[Listed entries Boundary: Start]
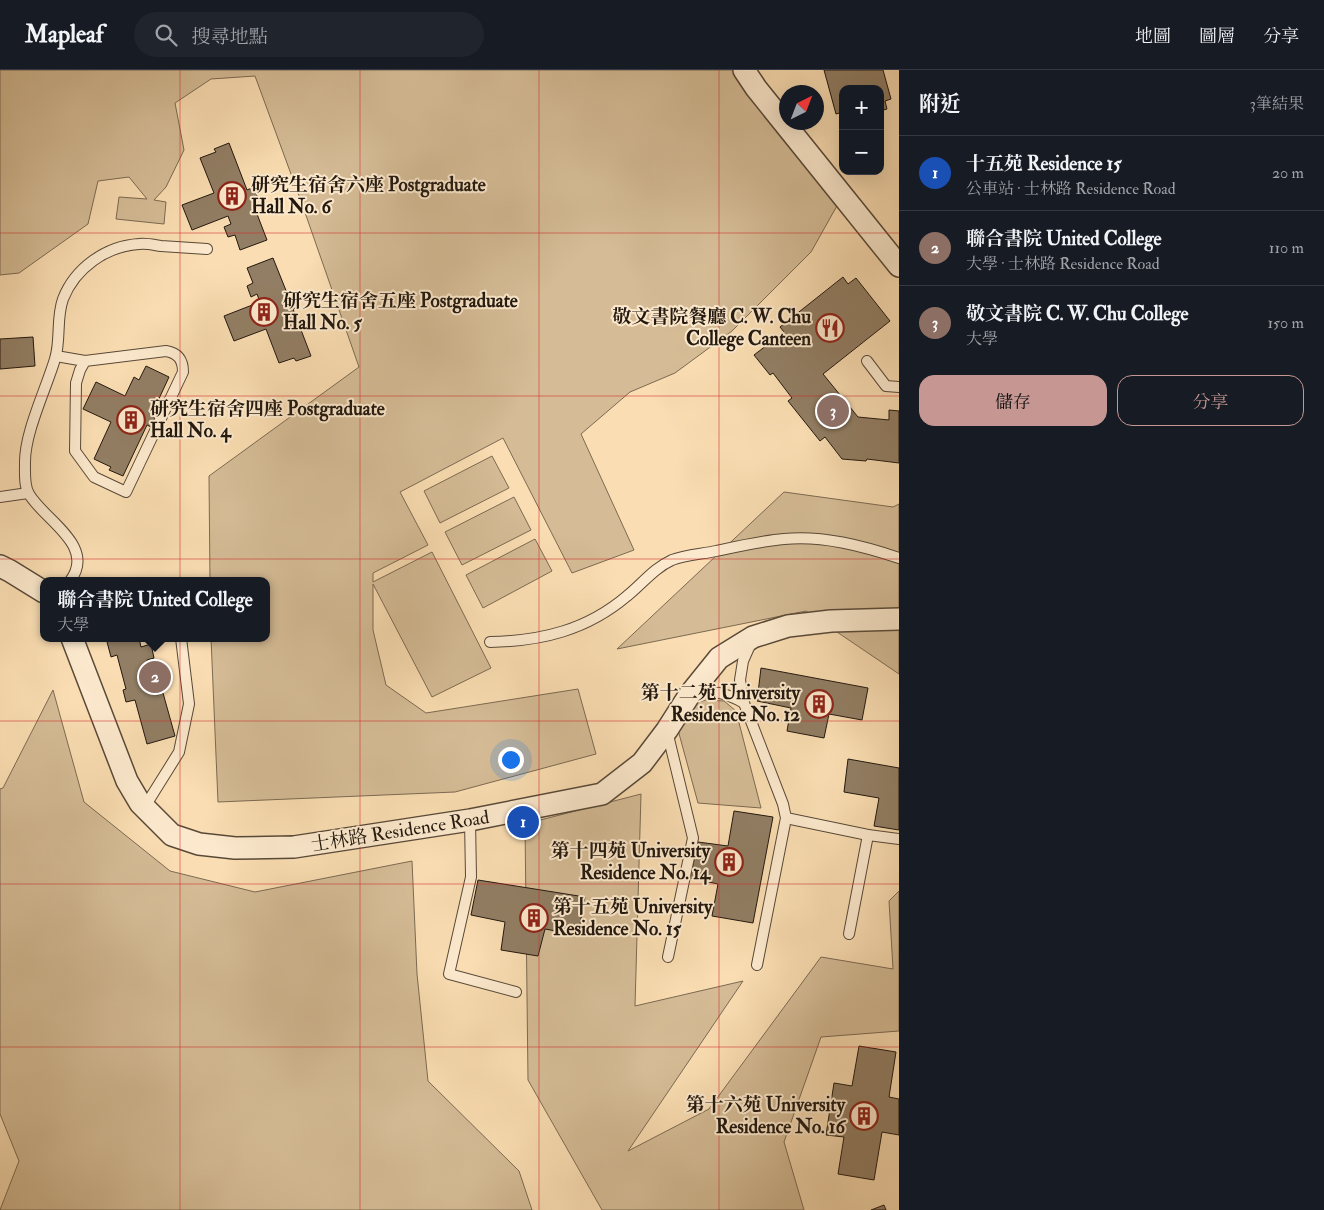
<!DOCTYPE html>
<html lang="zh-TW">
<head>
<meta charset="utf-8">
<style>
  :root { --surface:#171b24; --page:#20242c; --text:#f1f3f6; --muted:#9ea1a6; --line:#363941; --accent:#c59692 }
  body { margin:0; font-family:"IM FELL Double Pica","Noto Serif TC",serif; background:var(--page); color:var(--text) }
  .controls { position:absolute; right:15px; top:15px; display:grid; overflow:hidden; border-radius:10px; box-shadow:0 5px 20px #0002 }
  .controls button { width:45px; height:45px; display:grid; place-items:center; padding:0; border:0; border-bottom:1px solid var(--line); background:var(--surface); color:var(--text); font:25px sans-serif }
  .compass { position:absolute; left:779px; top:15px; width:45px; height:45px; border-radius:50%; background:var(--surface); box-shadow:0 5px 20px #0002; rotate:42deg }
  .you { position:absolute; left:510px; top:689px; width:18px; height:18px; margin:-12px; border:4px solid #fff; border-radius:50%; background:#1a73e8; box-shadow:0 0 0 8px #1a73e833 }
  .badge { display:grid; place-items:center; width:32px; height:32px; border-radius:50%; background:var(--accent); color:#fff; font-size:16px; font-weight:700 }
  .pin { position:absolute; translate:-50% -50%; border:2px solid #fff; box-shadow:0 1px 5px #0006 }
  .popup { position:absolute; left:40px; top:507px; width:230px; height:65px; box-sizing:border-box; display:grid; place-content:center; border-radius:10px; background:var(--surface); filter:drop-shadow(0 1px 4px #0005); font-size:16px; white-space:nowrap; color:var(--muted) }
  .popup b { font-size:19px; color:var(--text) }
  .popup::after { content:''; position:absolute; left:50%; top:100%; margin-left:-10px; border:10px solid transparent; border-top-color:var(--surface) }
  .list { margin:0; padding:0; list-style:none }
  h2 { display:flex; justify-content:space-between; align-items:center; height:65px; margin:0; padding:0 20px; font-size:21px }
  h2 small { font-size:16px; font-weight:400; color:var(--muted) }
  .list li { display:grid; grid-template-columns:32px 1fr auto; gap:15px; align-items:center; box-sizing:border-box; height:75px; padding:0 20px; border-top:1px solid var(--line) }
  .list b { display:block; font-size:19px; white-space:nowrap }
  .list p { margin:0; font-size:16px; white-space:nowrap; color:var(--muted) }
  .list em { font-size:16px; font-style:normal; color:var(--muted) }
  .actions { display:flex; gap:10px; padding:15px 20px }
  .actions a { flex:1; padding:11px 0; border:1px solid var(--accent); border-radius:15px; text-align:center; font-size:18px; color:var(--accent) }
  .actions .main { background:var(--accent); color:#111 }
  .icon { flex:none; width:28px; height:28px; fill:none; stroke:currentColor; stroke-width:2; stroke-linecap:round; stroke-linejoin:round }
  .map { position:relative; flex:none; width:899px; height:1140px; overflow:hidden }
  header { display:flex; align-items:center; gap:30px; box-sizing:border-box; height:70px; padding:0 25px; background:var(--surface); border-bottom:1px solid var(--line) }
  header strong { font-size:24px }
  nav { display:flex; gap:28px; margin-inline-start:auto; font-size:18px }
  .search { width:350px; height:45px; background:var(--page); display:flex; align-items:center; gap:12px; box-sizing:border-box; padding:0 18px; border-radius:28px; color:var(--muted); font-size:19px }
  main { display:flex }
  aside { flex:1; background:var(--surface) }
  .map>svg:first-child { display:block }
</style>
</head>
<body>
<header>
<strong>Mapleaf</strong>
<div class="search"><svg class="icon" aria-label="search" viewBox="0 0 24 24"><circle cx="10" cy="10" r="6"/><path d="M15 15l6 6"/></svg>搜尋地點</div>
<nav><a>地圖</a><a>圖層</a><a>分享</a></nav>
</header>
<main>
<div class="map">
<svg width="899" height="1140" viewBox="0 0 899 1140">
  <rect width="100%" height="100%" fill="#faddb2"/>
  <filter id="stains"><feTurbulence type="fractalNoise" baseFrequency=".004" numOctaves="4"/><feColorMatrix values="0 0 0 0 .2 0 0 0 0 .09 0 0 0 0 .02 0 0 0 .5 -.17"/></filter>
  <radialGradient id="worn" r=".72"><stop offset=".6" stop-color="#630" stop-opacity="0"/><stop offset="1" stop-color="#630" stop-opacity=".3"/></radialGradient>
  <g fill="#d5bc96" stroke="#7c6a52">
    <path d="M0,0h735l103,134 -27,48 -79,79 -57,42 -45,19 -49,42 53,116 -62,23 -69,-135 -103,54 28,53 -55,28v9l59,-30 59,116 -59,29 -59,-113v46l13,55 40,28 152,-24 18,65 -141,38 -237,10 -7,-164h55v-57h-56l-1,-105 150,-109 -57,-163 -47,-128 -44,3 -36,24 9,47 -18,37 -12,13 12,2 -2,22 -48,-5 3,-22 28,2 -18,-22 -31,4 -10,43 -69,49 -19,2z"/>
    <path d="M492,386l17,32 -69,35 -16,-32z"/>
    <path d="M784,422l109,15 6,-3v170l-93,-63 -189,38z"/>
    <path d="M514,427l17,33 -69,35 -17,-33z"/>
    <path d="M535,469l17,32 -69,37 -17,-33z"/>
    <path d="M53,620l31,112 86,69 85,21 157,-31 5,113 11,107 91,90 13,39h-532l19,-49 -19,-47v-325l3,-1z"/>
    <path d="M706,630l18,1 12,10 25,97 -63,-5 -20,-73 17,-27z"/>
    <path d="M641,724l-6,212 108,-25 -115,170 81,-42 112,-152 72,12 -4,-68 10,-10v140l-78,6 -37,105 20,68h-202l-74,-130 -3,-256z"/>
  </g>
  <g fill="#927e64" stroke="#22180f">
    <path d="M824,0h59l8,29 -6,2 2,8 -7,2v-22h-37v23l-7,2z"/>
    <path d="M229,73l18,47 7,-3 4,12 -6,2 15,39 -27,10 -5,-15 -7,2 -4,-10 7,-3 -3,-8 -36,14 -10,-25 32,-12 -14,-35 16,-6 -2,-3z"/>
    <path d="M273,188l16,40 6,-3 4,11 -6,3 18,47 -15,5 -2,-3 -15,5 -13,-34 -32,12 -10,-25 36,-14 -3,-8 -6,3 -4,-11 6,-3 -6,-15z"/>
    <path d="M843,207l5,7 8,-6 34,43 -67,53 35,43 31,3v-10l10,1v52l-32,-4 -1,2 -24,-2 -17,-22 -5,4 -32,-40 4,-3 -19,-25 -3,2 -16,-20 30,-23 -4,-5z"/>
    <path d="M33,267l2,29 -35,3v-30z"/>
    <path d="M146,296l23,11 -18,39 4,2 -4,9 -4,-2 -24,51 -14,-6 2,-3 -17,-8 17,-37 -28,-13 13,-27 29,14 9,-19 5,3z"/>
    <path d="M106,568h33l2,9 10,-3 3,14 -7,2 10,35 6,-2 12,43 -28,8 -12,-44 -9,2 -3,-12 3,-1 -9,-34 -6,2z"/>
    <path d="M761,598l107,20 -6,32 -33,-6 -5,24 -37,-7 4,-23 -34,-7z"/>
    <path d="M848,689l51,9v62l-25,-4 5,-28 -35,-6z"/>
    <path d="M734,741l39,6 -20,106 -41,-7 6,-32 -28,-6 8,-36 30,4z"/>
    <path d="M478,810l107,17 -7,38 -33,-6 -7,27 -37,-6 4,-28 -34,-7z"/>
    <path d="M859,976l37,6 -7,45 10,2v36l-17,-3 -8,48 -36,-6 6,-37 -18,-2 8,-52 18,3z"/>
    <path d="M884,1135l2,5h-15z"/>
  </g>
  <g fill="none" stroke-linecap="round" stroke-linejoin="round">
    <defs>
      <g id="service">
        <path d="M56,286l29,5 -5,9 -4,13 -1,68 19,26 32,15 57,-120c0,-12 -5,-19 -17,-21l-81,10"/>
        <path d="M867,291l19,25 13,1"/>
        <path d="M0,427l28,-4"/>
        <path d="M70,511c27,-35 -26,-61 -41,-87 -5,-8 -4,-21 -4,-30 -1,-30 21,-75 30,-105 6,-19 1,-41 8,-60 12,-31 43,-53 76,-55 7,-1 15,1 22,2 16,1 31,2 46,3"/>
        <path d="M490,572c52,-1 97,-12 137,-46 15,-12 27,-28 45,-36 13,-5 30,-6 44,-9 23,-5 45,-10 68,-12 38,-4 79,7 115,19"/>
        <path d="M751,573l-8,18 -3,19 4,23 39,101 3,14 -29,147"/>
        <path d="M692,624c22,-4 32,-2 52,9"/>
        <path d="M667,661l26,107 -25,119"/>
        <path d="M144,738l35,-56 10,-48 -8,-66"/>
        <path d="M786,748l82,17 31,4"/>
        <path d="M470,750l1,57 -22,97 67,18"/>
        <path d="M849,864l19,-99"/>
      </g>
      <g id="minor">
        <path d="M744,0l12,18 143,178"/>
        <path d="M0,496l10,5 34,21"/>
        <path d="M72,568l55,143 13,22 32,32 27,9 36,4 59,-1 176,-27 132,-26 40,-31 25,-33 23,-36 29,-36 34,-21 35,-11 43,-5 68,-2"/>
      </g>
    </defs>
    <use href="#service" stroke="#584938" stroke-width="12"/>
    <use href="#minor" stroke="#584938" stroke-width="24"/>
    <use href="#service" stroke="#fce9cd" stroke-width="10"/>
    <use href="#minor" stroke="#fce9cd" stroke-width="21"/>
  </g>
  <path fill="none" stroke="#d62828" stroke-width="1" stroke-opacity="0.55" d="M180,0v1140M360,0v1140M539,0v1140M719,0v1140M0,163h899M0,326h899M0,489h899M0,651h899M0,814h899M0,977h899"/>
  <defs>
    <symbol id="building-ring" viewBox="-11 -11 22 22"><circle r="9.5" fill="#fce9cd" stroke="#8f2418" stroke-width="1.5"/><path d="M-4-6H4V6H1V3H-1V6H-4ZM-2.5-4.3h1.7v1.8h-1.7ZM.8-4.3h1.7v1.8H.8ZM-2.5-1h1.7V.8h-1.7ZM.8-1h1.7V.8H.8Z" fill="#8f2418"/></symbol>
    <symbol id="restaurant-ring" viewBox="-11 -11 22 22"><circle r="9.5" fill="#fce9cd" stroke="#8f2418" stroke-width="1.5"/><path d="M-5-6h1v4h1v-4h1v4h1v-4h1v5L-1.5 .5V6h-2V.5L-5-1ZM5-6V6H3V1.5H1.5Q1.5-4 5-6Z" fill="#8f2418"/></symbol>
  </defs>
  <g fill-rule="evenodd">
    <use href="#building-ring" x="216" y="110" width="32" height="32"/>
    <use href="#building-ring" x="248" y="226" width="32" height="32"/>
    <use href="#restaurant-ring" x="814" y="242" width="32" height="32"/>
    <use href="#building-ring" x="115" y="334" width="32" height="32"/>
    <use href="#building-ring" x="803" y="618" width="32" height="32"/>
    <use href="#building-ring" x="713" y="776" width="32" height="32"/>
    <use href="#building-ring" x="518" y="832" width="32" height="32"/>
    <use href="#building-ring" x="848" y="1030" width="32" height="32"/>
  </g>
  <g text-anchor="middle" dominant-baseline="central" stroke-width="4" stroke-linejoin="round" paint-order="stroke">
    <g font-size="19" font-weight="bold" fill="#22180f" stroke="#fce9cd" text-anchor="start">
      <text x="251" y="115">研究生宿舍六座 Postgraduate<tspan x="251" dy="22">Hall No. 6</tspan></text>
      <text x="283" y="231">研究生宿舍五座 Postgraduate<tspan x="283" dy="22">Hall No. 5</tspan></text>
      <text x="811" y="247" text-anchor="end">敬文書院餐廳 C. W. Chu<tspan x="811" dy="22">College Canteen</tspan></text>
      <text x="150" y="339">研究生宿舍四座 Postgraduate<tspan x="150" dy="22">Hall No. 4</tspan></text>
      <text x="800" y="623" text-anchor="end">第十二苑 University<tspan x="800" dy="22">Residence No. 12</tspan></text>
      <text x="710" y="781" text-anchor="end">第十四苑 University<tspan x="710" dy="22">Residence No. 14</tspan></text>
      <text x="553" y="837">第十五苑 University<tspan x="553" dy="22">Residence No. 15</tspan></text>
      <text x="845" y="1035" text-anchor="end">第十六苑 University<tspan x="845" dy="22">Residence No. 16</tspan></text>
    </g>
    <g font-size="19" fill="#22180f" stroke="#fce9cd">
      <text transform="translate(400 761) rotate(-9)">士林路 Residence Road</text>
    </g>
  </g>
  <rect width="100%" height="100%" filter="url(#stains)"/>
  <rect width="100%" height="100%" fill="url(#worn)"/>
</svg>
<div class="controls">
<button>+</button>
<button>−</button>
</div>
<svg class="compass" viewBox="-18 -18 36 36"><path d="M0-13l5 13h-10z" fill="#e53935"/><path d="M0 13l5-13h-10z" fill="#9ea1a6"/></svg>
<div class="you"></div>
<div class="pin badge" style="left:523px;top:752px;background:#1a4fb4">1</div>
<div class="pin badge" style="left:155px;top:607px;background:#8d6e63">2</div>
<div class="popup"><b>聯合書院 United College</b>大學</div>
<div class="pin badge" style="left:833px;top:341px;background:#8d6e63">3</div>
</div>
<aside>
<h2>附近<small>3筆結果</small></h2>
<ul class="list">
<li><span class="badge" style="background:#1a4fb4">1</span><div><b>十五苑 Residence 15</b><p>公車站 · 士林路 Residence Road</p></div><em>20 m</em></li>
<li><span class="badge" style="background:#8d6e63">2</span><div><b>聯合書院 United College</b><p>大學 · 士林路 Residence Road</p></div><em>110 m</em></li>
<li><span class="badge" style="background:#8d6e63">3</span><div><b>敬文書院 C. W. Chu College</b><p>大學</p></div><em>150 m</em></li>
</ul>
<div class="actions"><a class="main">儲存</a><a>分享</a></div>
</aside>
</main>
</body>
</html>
[Listed entries Boundary: End]
*Problem statement*.
The lines holding the word "body" are the answer. Pull them out of the records and copy them.

*Solution for this problem*.
  body { margin:0; font-family:"IM FELL Double Pica","Noto Serif TC",serif; background:var(--page); color:var(--text) }
<body>
</body>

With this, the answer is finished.